When your loved one becomes a resident of Autumn View Gardens, the Health Services Director creates a personalized care plan with the help of your loved one and their family. This includes an assessment of all their needs to put together the plan, which is based on physical and psychological needs. Because memory loss can affect everyone differently, having this tailored care plan is essential. It allows your loved one to have their individual needs met so they receive the best care possible. The community caregivers carry out the plan and might offer input when changes need to be made to it.
Resident safety is one of the top responsibilities of a memory care community. The physical environment should promote safety with things like alarmed doors, keypad entry points and secured outdoor spaces. However, the staff is also a key part of resident safety. They follow safety protocols to keep the facility secure. Checking in on patients regularly and accompanying them to various activities helps keep them safe. Memory care facilities typically provide 24-hour monitoring and supervision so residents can quickly get the help they need. This typically involves having staff members monitor a 24-hour emergency alert system and responding to calls.
The care team should have specialized training in memory care to understand the unique needs of individuals with memory disorders. This enables them to interact positively with your loved one. They learn how to handle unique situations that come up with memory loss, such as how to communicate with people who have dementia and how to handle challenging or aggressive residents. Caregivers learn how to keep residents calm and redirect them when necessary.

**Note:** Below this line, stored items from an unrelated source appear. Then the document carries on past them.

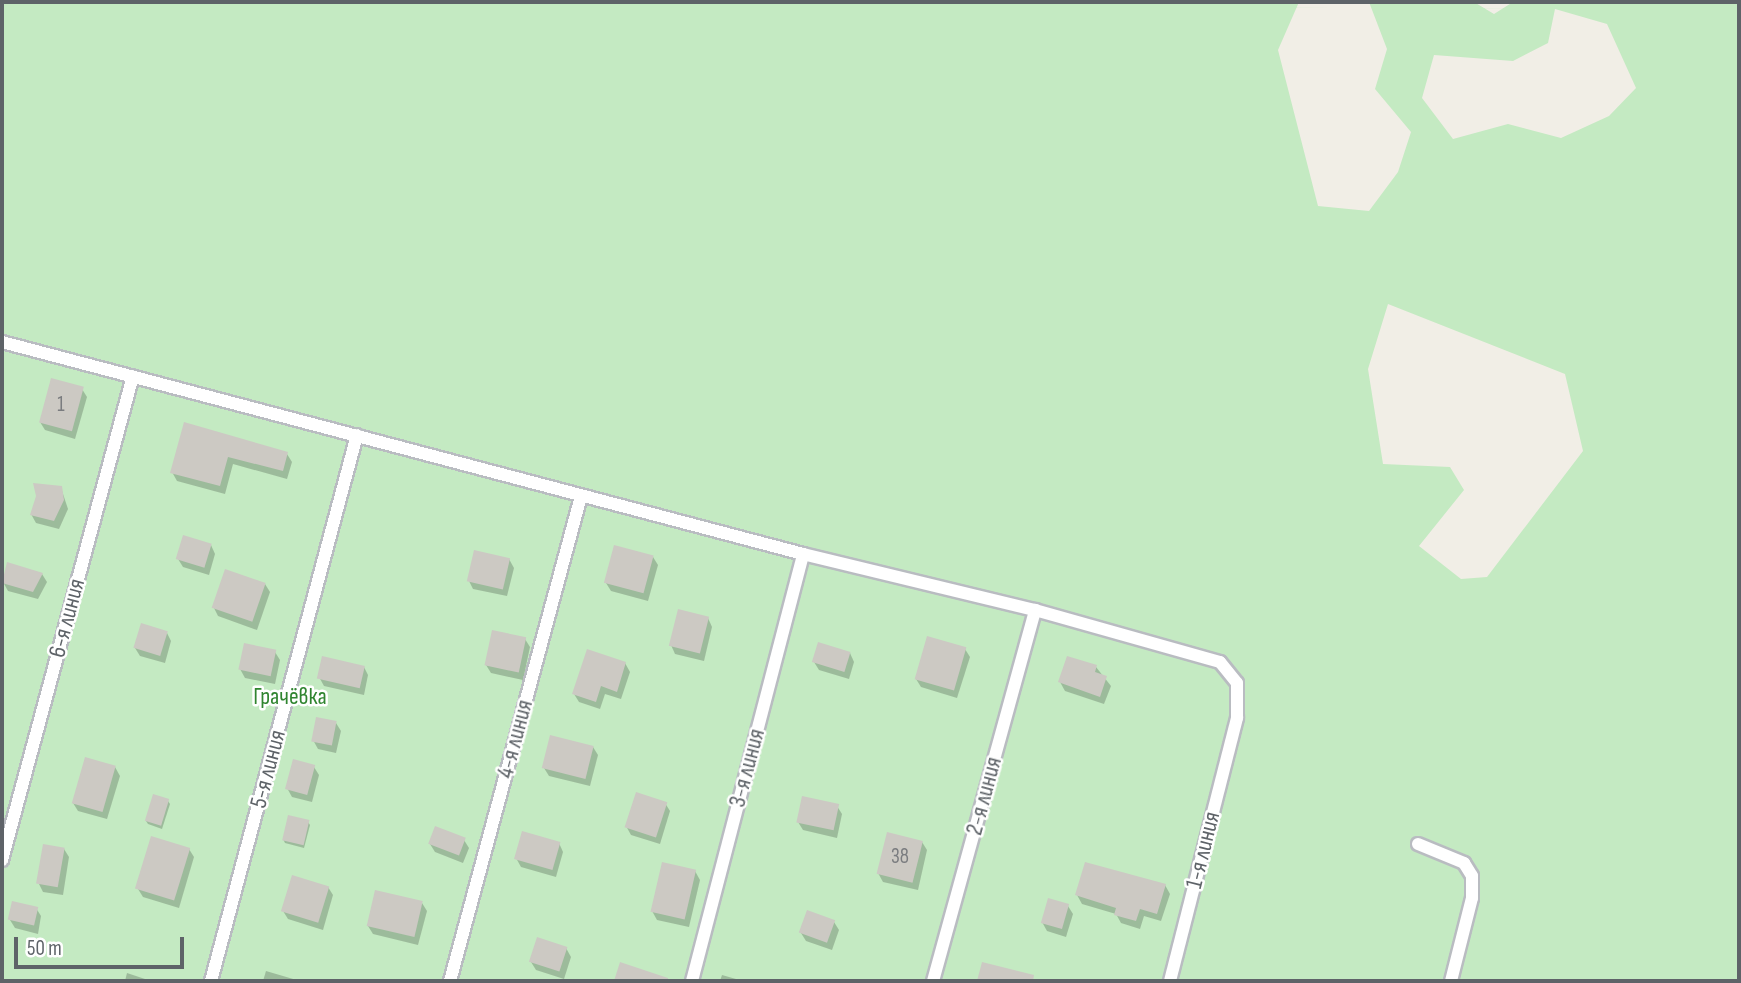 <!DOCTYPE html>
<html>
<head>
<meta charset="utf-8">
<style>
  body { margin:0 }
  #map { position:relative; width:1741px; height:983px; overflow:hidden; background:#f1eee6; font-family:"Sofia Sans Condensed",sans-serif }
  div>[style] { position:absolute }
  .green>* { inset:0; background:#c4eac2 }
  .shadow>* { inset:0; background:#0003 }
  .building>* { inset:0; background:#ccc9c3; transform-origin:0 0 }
  .roads { filter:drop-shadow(2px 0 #b9bcc1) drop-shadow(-2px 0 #b9bcc1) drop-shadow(0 2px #b9bcc1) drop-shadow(0 -2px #b9bcc1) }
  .lane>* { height:12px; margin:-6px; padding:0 6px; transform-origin:6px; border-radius:6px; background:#fff }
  span { translate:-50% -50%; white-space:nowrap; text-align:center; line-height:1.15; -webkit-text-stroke:5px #fff; paint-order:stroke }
  .number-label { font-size:21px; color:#7a7c7f }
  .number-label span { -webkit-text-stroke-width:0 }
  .street-label { font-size:24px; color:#5e6368 }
  .park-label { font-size:24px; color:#308530 }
  .frame { position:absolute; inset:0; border:4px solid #5e6368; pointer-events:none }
  .scale { position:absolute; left:14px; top:937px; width:170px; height:32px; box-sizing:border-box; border:4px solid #5e6368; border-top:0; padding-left:9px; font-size:21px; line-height:24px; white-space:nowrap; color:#5e6368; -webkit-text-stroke:5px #fff; paint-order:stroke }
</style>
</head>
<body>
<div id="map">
  <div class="green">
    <i style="clip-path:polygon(evenodd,2px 2px,1299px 2px,1278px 50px,1318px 206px,1369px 211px,1398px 172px,1411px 132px,1375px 89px,1387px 49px,1369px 2px,1474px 2px,1494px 14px,1513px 2px,1739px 2px,1739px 981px,2px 981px,2px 2px,1555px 9px,1607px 24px,1636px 88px,1609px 116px,1561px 138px,1508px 124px,1453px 139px,1422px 98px,1434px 55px,1513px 61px,1548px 43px,1555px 9px,2px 2px,1388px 304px,1565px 374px,1583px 451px,1487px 577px,1461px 579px,1419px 546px,1464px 490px,1450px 467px,1383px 464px,1368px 369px,1388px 304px)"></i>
  </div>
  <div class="shadow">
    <i style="clip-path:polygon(82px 389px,87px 397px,75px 439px,45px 430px,40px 422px)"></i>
    <i style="clip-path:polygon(185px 424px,287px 454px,292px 462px,287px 479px,233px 464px,225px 494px,177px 481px,172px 472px)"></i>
    <i style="clip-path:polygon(61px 488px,68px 509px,59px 529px,36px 523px,31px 514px,37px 496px)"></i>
    <i style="clip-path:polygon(211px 545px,215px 554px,209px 575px,183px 567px,178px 559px)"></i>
    <i style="clip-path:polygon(653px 557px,658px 565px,648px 601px,611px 591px,606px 583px)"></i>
    <i style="clip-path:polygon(509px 559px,514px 568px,507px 596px,473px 589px,469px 581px)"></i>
    <i style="clip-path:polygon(9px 564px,42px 574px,47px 582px,38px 599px,8px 591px,3px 582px)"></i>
    <i style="clip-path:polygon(265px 584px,270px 592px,257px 630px,218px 616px,214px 608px)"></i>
    <i style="clip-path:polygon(708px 618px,712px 627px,704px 661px,675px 654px,671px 645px)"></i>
    <i style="clip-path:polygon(167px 633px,171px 641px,165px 663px,140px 656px,135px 648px)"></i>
    <i style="clip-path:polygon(525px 639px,530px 647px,523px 680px,491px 673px,486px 665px)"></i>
    <i style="clip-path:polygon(965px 649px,970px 657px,957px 698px,921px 687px,916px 679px)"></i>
    <i style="clip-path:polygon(275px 652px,280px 660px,275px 684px,245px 678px,240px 669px)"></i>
    <i style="clip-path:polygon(850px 653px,854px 662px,849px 679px,819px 670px,814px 662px)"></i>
    <i style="clip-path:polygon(625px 663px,630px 672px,621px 699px,605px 694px,600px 709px,579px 702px,574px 694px)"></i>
    <i style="clip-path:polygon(364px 667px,368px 675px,364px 695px,324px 686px,319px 677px)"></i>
    <i style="clip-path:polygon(1096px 667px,1111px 686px,1104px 704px,1065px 691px,1060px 682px)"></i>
    <i style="clip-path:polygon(336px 723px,341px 731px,336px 753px,318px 749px,313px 740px)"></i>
    <i style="clip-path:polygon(593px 747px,598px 755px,590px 786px,549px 776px,544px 768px)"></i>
    <i style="clip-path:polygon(115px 767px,120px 776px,107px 819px,78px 811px,73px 803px)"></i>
    <i style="clip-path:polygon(314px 767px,319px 775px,312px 802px,292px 797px,287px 788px)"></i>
    <i style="clip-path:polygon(168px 801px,170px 804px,162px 829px,148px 824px,146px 821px)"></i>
    <i style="clip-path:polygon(665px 803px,670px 811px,660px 844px,631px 835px,626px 826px)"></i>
    <i style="clip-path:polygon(837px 806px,842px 814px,837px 838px,803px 830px,798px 822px)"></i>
    <i style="clip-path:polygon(308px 822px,310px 825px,304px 848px,285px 843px,283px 839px)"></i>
    <i style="clip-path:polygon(464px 840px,469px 848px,463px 863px,435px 852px,430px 844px)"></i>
    <i style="clip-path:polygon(922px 842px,927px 850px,918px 890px,883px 882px,878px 873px)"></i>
    <i style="clip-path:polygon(559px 843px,563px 852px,556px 877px,521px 867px,516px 858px)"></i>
    <i style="clip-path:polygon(64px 849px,69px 857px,63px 895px,43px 892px,39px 884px)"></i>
    <i style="clip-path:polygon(189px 849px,194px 857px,179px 908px,143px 897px,138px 889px)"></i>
    <i style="clip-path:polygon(695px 871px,700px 880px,689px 927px,657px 920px,652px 911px)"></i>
    <i style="clip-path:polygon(1165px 885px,1170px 894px,1161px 921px,1144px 916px,1140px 929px,1121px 923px,1116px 914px,1082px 904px,1077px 895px)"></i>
    <i style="clip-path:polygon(328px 887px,333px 895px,323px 930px,288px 919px,283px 911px)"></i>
    <i style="clip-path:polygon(422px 903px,427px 911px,418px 945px,373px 934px,368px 926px)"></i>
    <i style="clip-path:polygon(1068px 906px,1073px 914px,1066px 937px,1047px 931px,1042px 922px)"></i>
    <i style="clip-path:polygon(36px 908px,41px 916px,38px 934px,15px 928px,10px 920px)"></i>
    <i style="clip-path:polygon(834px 922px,839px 930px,832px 950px,806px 941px,801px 933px)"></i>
    <i style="clip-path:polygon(566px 948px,571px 957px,564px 979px,536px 970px,531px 962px)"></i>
    <i style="clip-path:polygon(266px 971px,300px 981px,263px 981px)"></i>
    <i style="clip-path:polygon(127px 973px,145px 979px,146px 981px,125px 981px)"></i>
    <i style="clip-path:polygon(722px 975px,743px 981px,720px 981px)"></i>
  </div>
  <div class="building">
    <i style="left:51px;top:378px;width:34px;height:46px;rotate:15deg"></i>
    <i style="clip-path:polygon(184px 422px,288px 452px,283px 471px,228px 457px,220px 486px,170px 473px)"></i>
    <i style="clip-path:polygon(33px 483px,62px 486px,64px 500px,54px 521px,30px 515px,36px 496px)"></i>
    <i style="left:183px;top:535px;width:30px;height:25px;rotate:17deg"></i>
    <i style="left:614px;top:545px;width:41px;height:39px;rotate:15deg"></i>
    <i style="left:474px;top:550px;width:37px;height:32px;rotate:13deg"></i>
    <i style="clip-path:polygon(7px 562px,43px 573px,33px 592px,2px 583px)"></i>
    <i style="left:225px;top:569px;width:43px;height:41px;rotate:19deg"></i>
    <i style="left:678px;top:609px;width:32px;height:38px;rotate:14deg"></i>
    <i style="left:141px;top:623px;width:28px;height:26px;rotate:17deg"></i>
    <i style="left:492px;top:630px;width:35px;height:36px;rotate:12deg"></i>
    <i style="left:927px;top:636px;width:41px;height:45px;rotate:16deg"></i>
    <i style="left:818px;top:642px;width:34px;height:21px;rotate:17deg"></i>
    <i style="left:244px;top:643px;width:33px;height:27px;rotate:12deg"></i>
    <i style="clip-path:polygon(587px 649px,626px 662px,617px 692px,601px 686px,596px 702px,572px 694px)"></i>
    <i style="left:322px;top:656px;width:44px;height:23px;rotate:13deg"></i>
    <i style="clip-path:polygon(1067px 656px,1097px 665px,1095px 672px,1107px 676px,1100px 697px,1058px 682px)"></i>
    <i style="left:316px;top:717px;width:21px;height:25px;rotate:11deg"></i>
    <i style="left:550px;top:735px;width:45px;height:34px;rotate:14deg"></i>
    <i style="left:85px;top:757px;width:32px;height:48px;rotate:16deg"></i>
    <i style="left:293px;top:759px;width:23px;height:31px;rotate:15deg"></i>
    <i style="left:636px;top:792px;width:33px;height:37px;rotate:18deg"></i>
    <i style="left:153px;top:794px;width:17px;height:28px;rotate:17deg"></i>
    <i style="left:802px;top:796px;width:38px;height:27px;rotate:12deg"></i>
    <i style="left:288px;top:815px;width:22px;height:26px;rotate:13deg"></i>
    <i style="left:435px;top:826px;width:33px;height:19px;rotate:21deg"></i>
    <i style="left:522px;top:831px;width:40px;height:29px;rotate:16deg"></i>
    <i style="left:887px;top:832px;width:37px;height:43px;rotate:14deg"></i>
    <i style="left:151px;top:836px;width:41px;height:55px;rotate:17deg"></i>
    <i style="left:43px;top:844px;width:22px;height:40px;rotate:10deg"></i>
    <i style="left:662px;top:862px;width:35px;height:51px;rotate:13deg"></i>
    <i style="clip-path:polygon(1085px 862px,1166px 884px,1157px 914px,1140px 909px,1136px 921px,1114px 915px,1116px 908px,1075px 895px)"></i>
    <i style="left:292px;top:875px;width:39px;height:38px;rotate:17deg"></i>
    <i style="left:375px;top:890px;width:49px;height:37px;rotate:13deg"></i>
    <i style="left:1048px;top:898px;width:22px;height:26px;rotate:16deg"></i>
    <i style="left:12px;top:901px;width:27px;height:19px;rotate:13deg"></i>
    <i style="left:807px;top:910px;width:30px;height:24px;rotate:20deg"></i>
    <i style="left:537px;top:937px;width:32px;height:26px;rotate:18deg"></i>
    <i style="clip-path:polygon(620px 962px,668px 978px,668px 981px,614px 981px)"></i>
    <i style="clip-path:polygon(982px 962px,1034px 975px,1033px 981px,977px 981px)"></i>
  </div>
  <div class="roads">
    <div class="lane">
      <i style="left:2px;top:342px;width:829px;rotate:14.82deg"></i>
      <i style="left:803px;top:554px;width:239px;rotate:13.6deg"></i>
      <i style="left:1035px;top:610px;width:192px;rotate:15.7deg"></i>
      <i style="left:1220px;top:662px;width:27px;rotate:51deg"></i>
      <i style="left:1237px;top:683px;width:35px;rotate:90deg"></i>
      <i style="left:1237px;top:718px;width:271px;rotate:104.3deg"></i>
      <i style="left:1418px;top:844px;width:50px;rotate:22.4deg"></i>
      <i style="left:1464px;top:863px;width:15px;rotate:58deg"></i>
      <i style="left:1472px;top:876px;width:22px;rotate:90deg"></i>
      <i style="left:1472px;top:898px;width:86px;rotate:104.2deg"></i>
      <i style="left:2px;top:860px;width:501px;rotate:-74.86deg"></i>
      <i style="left:211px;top:981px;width:565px;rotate:-75.03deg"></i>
      <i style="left:450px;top:981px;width:502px;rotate:-74.88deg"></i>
      <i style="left:692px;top:981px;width:441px;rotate:-75.4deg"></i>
      <i style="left:933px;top:981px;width:385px;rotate:-74.6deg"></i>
    </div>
  </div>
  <div class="number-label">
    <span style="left:61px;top:405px">1</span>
    <span style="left:900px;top:857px">38</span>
  </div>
  <div class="street-label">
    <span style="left:67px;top:618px;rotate:-75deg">6-я линия</span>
    <span style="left:515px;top:739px;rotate:-75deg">4-я линия</span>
    <span style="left:747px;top:768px;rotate:-75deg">3-я линия</span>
    <span style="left:268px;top:769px;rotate:-75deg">5-я линия</span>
    <span style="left:984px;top:796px;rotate:-75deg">2-я линия</span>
    <span style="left:1203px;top:850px;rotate:-76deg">1-я линия</span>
  </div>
  <div class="park-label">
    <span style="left:290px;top:697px">Грачёвка</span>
  </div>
  <div class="frame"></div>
  <div class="scale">50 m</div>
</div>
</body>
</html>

Structure and routines are often important for people with memory disorders. They give residents a sense of familiarity, which can help keep them calm and lower their stress levels. They're less likely to feel agitated or be aggressive. Structure can also help residents maintain independence because they know what to expect. When they're calm, they're better able to perform different tasks and processes. The care staff helps create this structure in the way they interact with residents and establish routines.
Memory care staff members provide varying levels of support for routine care tasks based on each resident's needs. These typically include things like eating, going to the bathroom, getting dressed and grooming. Residents might forget how to do some of these routine tasks, so the staff can help them complete those things. The routine tasks can also be challenging for residents with mobility issues. Caregivers support residents through these tasks as much or as little as they need.
Many memory care communities can also provide some medical care for residents. The levels of care vary by community. Medication management is a common service offered by the memory care staff. This can be especially important for memory care residents, who might forget to take medications or take too much. Caregivers often perform regular health assessments to look for issues. The staff can often monitor chronic health conditions to watch for worsening symptoms. It's also common to have on-site therapy, such as speech, physical and occupational therapy services. Some communities bring in medical specialists to see patients on-site.
The memory care staff incorporates meaningful activities throughout the day. These programs are designed specifically for people with memory disorders. They often involve incorporating the senses with things like pet therapy, music and rhythm and scents, such as flowers. Residents have access to a variety of activities, including baking and making memory books, that keep them engaged and offer socialization opportunities. Staff members plan and lead these activities, and they support residents who need extra help to complete the activities. Memory care team members also accompany residents on planned outings.
Another role the care team fills is communicating with families. Quality memory care communities keep loved ones in the loop regarding resident care. They update families on changes, concerns or incidents with residents. The staff might ask for input when the care plan needs to be changed. Caregivers in memory care facilities typically have training on supporting family members who might experience grief or loss during the process. Moving your loved one to a memory care facility might cause you to feel guilty, especially if you previously served as the person's caregiver. The staff learns about those feelings and how they could impact the situation.
If your loved one needs memory care, Autumn View Gardens offers a safe, homelike environment to provide the support they require. The caregivers are highly trained to help give residents the highest quality of life possible.